CoreOs - cluster across regions not working

October 6, 2014 3.8k views

So after a weekend of testing (creating and destoying) droplets using Core Os, I think there is an issue with joining clusters across region.

I can setup my the CoreOs machine (in a new cluster with a new discovery.etcd) in any region and it will work perfectly. If i add another machine to that cluster in the same data center then it will work perfectly. But if I try and add a new machine to that cluster from another region then it basically wont work. I am not using private_ip, instead i use public_ip.

Below is my #cloud-config file

#cloud-config

coreos:
  etcd:
    discovery: https://discovery.etcd.io/a34f937bef11618f5322416aef9d5edb
    addr: $public_ipv4:4001
    peer-addr: $public_ipv4:7001
    election_timeout: 3000
    heartbeat_timeout: 3000
  fleet:
    public-ip: $public_ipv4
  units:
    - name: etcd.service
      command: start
    - name: fleet.service
      command: start

I have made 2 examples.

Test 1: https://discovery.etcd.io/6f509596dcb64a8427fefd2712faff11

My machines "t1lon" was setup first, works perfectly well. I then spawned "t1ny" with the same discovery id. Then it would break, if i called "fleetctl list-machines" from "t1lon" is would still only show 1 machine, when running the same command from the "t1ny" machine i would get

2014/10/06 07:52:22 INFO client.go:278: Failed getting response from http://127.0.0.1:4001/: too many redirects 
2014/10/06 07:52:22 ERROR client.go:200: Unable to get result for {Get /_coreos.com/fleet/machines}, retrying in 100ms

(repeated many times).

Test 2: https://discovery.etcd.io/a34f937bef11618f5322416aef9d5edb

Now i have tested this the other way round, setting up the NY server first "t2ny" and then adding a LON server and I get the same issue but the other way round.

Due to this issue only really arriving when making a cluster across data centers I can only think its down to network/speed issues.
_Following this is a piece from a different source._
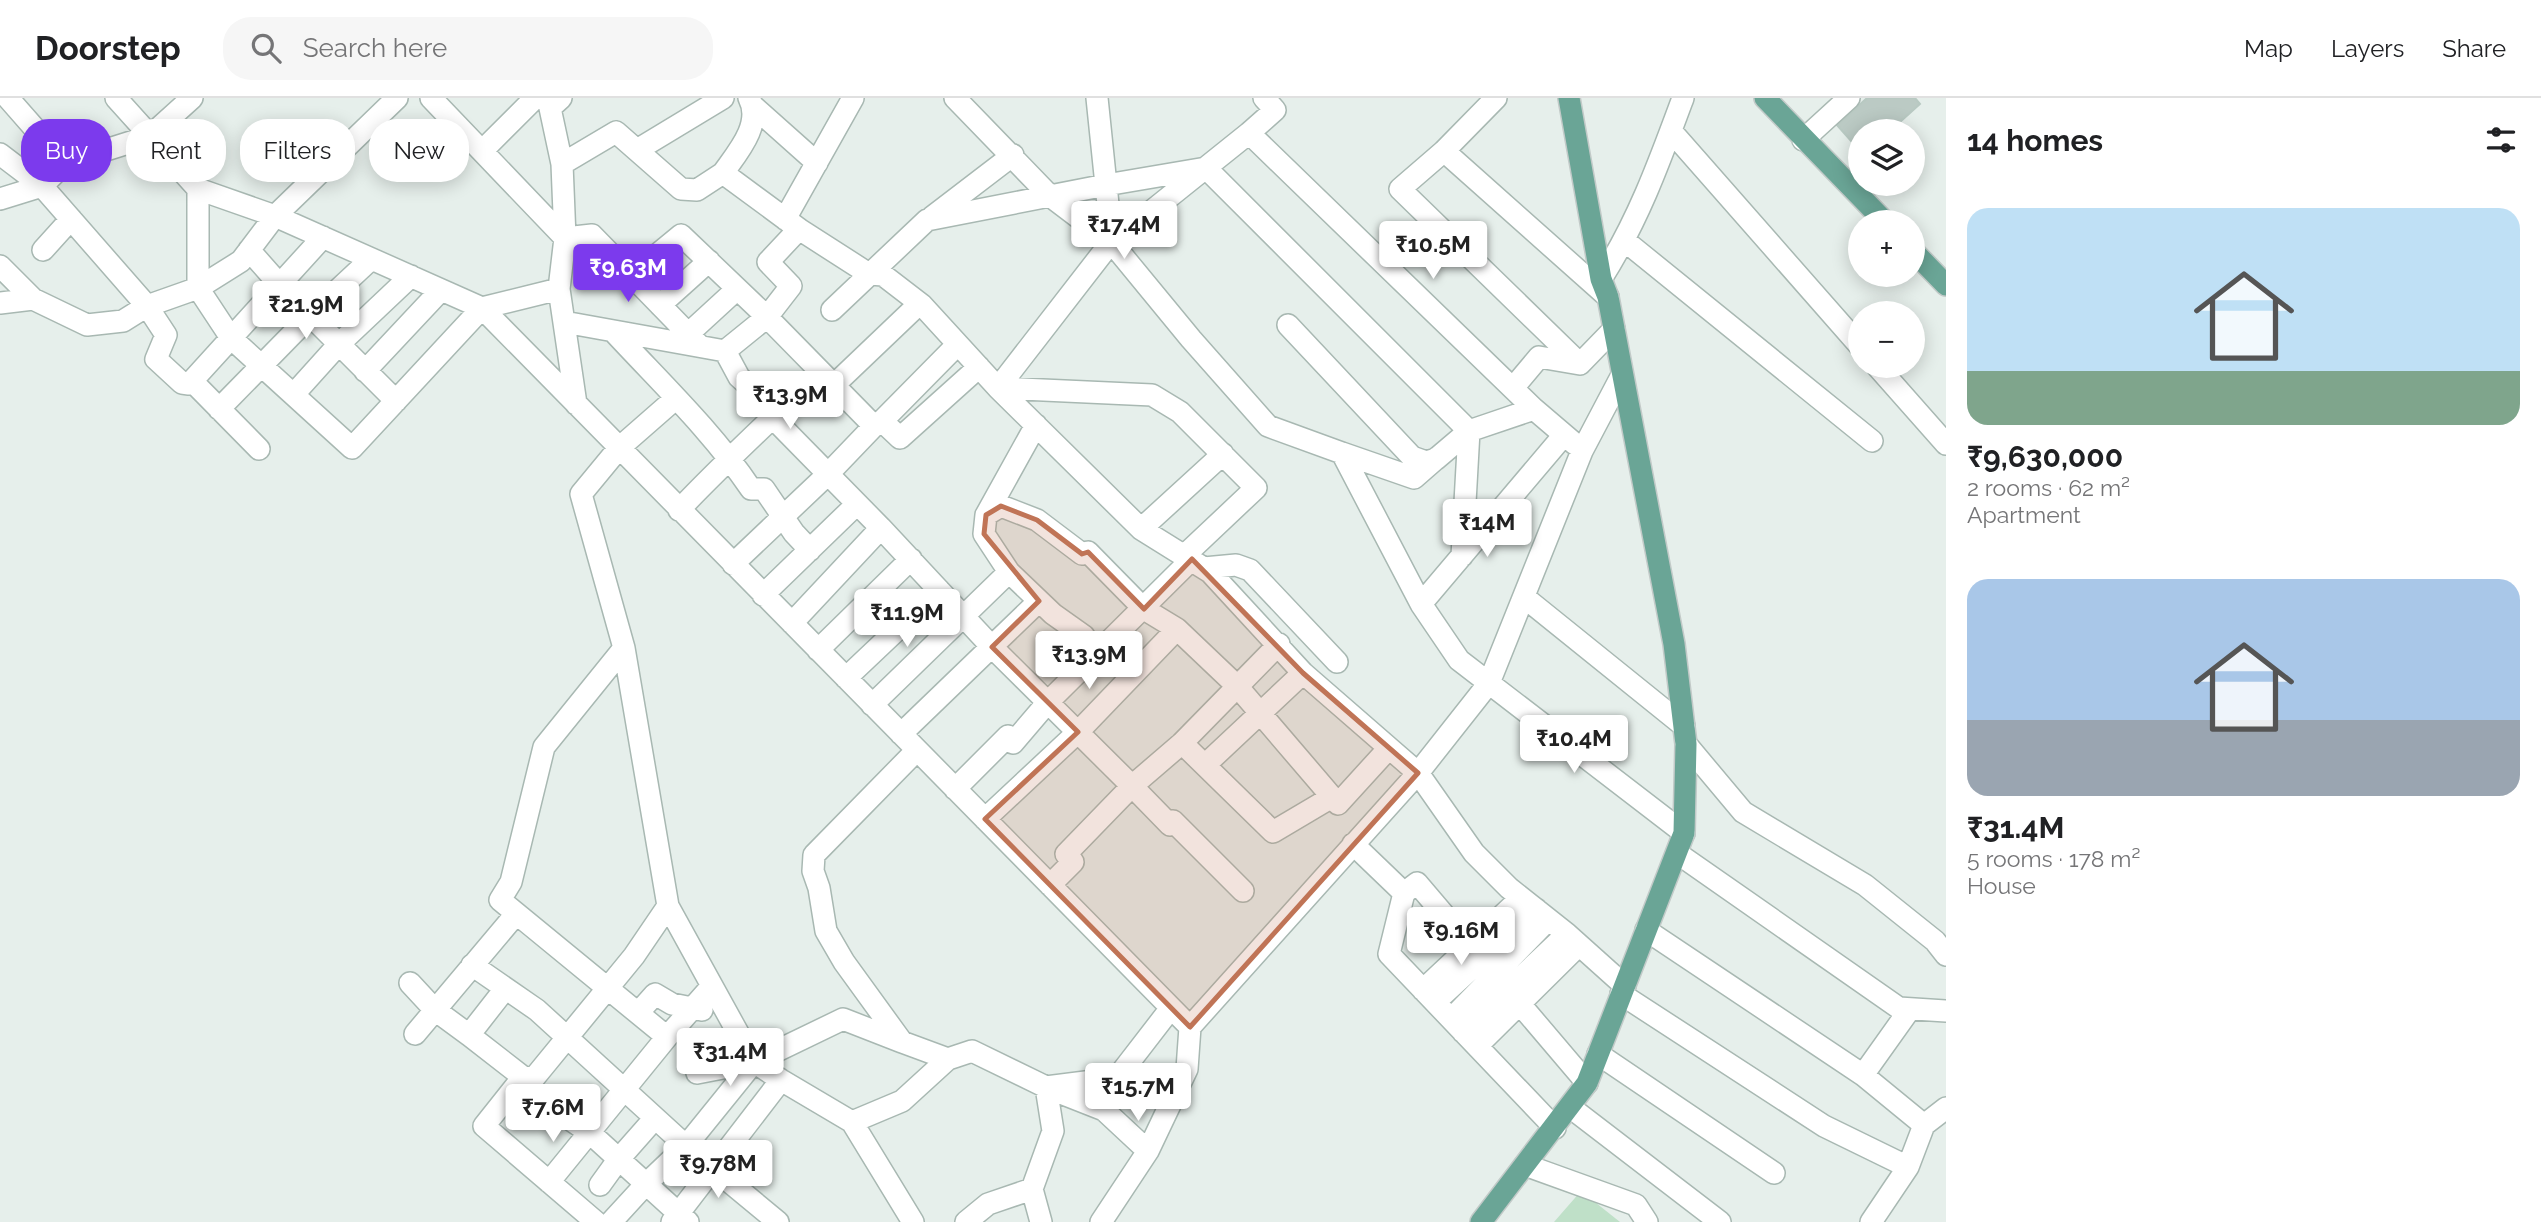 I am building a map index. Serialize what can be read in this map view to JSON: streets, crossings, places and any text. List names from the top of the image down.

Please help me shed some light on this.

2 comments
  • Having the same issue, though with a signal node. I tried creating a new single node with a new token and got the same issue

    curl -I http://127.0.0.1:4001/
    HTTP/1.1 404 Not Found
    Content-Type: text/plain; charset=utf-8
    Date: Mon, 06 Oct 2014 14:51:54 GMT
    
  • @rayslakinski I think that always returns a 404, its not an actual endpoint, have you tried curl -L http://127.0.0.1:4001/v2/stats/leader

1 Answer

I've had varying success with setting up cross data center clusters. According to the CoreOS documentation, the default settings for etcd are designed for working on a local network:

The default settings in etcd should work well for installations on a local network where the average network latency is low. However, when using etcd across multiple data centers or over networks with high latency you may need to tweak the heartbeat interval and election timeout settings.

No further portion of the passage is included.